New Regulations May Negatively Impact Profitability

The financial regulations that are being introduced around the world, including Basel III, Dodd Frank, and the European Market Infrastructure Regulation, represent some of the  biggest changes in financial services in 70 years, says SungGard's Tony Scianna, deputy head of strategy for the capital markets business.

 

"Yet even as we await further details of these rules, new regulations are being announced.
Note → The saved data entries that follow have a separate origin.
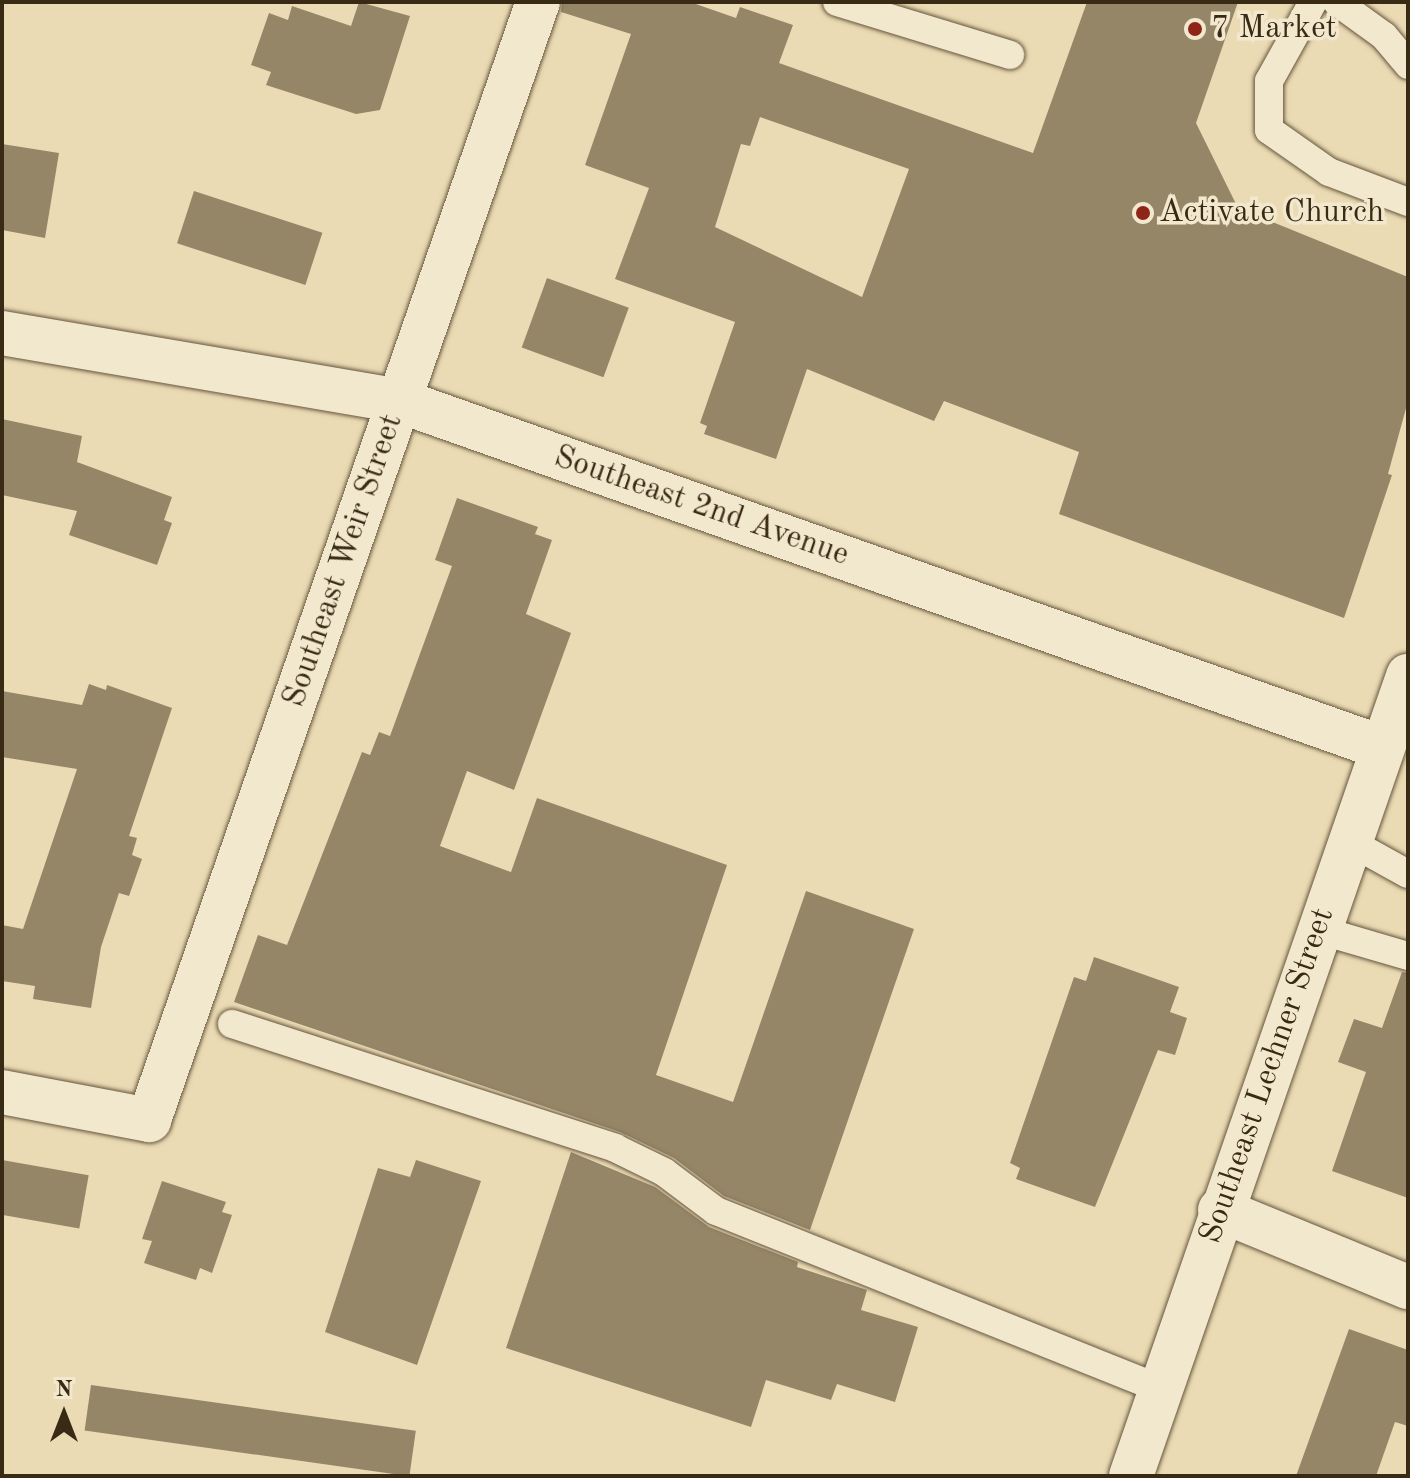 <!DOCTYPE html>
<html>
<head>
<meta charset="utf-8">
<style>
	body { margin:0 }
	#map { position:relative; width:1410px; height:1478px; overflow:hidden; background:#ebdbb4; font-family:"Old Standard TT",serif }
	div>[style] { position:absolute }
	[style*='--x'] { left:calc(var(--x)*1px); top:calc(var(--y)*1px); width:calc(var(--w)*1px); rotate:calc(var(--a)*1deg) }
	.building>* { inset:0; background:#968668; transform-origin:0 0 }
	.roads { filter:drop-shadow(0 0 2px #66563d) drop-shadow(0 0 2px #66563d) }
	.service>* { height:28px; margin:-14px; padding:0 14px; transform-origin:14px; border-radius:14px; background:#f2e8ce }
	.minor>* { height:44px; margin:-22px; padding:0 22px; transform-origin:22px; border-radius:22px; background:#f2e8ce }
	.secondary>* { height:44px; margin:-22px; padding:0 22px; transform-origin:22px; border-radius:22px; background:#f2e8ce }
	.dots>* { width:22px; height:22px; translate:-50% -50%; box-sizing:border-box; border:4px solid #f2e8ce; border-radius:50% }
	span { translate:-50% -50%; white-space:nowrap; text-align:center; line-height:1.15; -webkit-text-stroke:7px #f2e8ce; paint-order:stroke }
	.poi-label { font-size:32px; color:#392a15 }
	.left { translate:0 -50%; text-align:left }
	.street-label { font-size:32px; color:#392a15 }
	.frame { position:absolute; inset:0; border:4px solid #392a15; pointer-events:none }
	.north { position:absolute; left:24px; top:1374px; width:80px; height:80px; -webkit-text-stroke:6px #f2e8ce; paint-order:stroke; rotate:0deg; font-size:22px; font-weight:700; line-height:32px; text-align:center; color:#392a15 }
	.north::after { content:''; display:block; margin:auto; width:28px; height:36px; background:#392a15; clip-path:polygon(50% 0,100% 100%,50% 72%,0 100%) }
</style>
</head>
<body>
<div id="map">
	<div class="building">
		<i style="clip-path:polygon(359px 2px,410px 16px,380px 110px,356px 114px,266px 85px,271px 72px,251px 65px,269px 13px,288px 20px,292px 6px,351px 26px)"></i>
		<i style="clip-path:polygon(evenodd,562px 2px,690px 2px,736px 18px,740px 7px,793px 25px,779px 63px,1033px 153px,1087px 2px,1238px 2px,1196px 123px,1238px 208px,1408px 277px,1408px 401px,1388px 474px,1392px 475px,1344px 618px,1059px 514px,1079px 452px,944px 401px,934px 421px,807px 369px,776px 459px,704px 434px,707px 426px,700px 423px,735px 322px,615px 279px,649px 188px,585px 165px,631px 34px,561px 12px,562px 2px,760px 117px,909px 169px,862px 297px,715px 227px,741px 144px,750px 146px,760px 117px)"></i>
		<i style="clip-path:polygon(2px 144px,59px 153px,45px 238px,2px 230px)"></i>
		<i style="left:194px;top:191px;width:135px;height:55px;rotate:18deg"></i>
		<i style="left:547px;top:278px;width:87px;height:74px;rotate:20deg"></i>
		<i style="clip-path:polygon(2px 419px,82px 436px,77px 462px,172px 497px,164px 520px,172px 523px,157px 565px,69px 535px,77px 511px,2px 495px)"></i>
		<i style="clip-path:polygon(457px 498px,538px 527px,535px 534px,552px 540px,526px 614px,571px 633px,514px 790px,467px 771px,440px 846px,511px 872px,537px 798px,727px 865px,656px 1075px,733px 1102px,806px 891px,914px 929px,810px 1230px,724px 1196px,674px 1158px,620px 1132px,234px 1002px,258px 935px,287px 945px,362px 752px,370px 755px,379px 732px,390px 736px,452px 566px,435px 560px)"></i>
		<i style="clip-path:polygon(89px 684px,106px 690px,107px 685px,172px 708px,129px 836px,137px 838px,132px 855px,142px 859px,129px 896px,119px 893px,101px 947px,91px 1008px,33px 999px,35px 986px,2px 981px,2px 925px,23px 929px,77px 769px,2px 757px,2px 691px,82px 705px)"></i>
		<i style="clip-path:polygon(1094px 957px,1179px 987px,1170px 1012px,1187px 1018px,1175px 1055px,1158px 1050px,1095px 1207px,1016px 1179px,1020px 1168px,1010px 1163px,1074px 977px,1086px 981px)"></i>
		<i style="clip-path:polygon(1402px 972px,1408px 973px,1408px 1198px,1332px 1171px,1366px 1072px,1338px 1062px,1354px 1019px,1382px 1028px)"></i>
		<i style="clip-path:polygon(571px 1152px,655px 1187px,709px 1227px,798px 1262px,797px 1267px,867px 1290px,861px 1310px,918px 1327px,895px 1402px,837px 1384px,831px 1400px,766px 1380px,751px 1427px,506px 1348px)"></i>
		<i style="left:2px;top:1160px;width:88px;height:54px;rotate:10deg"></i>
		<i style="clip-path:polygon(416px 1160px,481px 1181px,417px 1365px,325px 1332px,378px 1168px,410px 1177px)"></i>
		<i style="clip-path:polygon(162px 1181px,226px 1202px,222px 1212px,232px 1215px,212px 1273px,200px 1268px,196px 1280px,144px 1263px,152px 1241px,142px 1239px)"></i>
		<i style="clip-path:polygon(1349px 1329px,1408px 1350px,1408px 1426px,1395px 1422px,1376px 1476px,1296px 1476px)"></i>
		<i style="left:91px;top:1385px;width:328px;height:46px;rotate:8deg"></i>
	</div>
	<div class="roads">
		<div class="service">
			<i style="--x:837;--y:2;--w:181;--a:17"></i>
			<i style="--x:1313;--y:2;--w:90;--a:119.1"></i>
			<i style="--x:1269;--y:81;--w:49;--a:90"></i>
			<i style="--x:1269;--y:130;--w:73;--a:35"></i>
			<i style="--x:1329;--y:172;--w:85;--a:20.8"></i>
			<i style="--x:1337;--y:2;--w:58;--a:35.9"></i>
			<i style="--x:1384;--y:36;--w:38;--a:50"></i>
			<i style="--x:1350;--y:842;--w:66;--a:28.9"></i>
			<i style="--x:1319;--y:930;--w:93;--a:16.3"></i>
			<i style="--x:232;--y:1024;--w:403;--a:17.9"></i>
			<i style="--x:615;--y:1148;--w:55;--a:26.1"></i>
			<i style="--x:664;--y:1172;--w:65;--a:36.9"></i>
			<i style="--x:716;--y:1211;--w:480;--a:21.8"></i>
		</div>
		<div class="minor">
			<i style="--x:2;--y:333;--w:404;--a:9.7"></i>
			<i style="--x:400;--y:401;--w:1042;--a:19.44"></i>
			<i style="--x:2;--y:1092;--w:150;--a:10.8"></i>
			<i style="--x:149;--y:1120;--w:1184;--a:-70.82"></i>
			<i style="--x:1220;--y:1210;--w:203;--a:22.3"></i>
		</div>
		<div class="secondary">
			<i style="--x:1131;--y:1476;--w:847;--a:-70.9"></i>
		</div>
	</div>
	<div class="dots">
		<i style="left:1195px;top:29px;background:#8f2418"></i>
		<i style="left:1143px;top:213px;background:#8f2418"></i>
	</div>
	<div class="poi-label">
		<span class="left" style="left:1211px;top:29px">7 Market</span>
		<span class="left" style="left:1159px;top:213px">Activate Church</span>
	</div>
	<div class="street-label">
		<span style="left:701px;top:507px;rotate:19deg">Southeast 2nd Avenue</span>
		<span style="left:344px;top:561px;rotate:-71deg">Southeast Weir Street</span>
		<span style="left:1268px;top:1076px;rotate:-71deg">Southeast Lechner Street</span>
	</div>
	<div class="frame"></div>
	<div class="north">N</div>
</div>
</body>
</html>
With all of this uncertainty, regulatory risk – the risk of not being ready when the wave of regulations goes into effect – has moved alongside traditional definitions of risk to become a top concern,” adds Scianna.

 

Regulators will require firms to report a greater breadth and depth of up-to-date information, possibly on demand, to assist their efforts to reduce systemic risk and increase transparency.

 

The borders between geographies, asset classes and lines of business will continue to break down as regulators and management demand an enterprise-wide view of activities, risk and exposure, says SunGard.

 

SunGard notes that the cost of clearing and expense associated with additional regulations in certain highly regulated asset classes are likely to rise, which might negatively impact profitability.

 

To help manage costs, firms will look for off-the-shelf, flexible and easily adaptable technology frameworks to help them meet whatever regulatory requirements develop.

 

Firms will need to be able to capture relevant data in as close to real time as possible, standardize it, and have access to it 24/7 for reports to relevant agencies and their own management.

 

Budget that was allocated in 2011 but unused due to continued uncertainty may be re-evaluated, says the report, adding that  firms may not allocate the same level of funding in 2012, potentially leaving them under-budgeted when the implementation details are finally confirmed.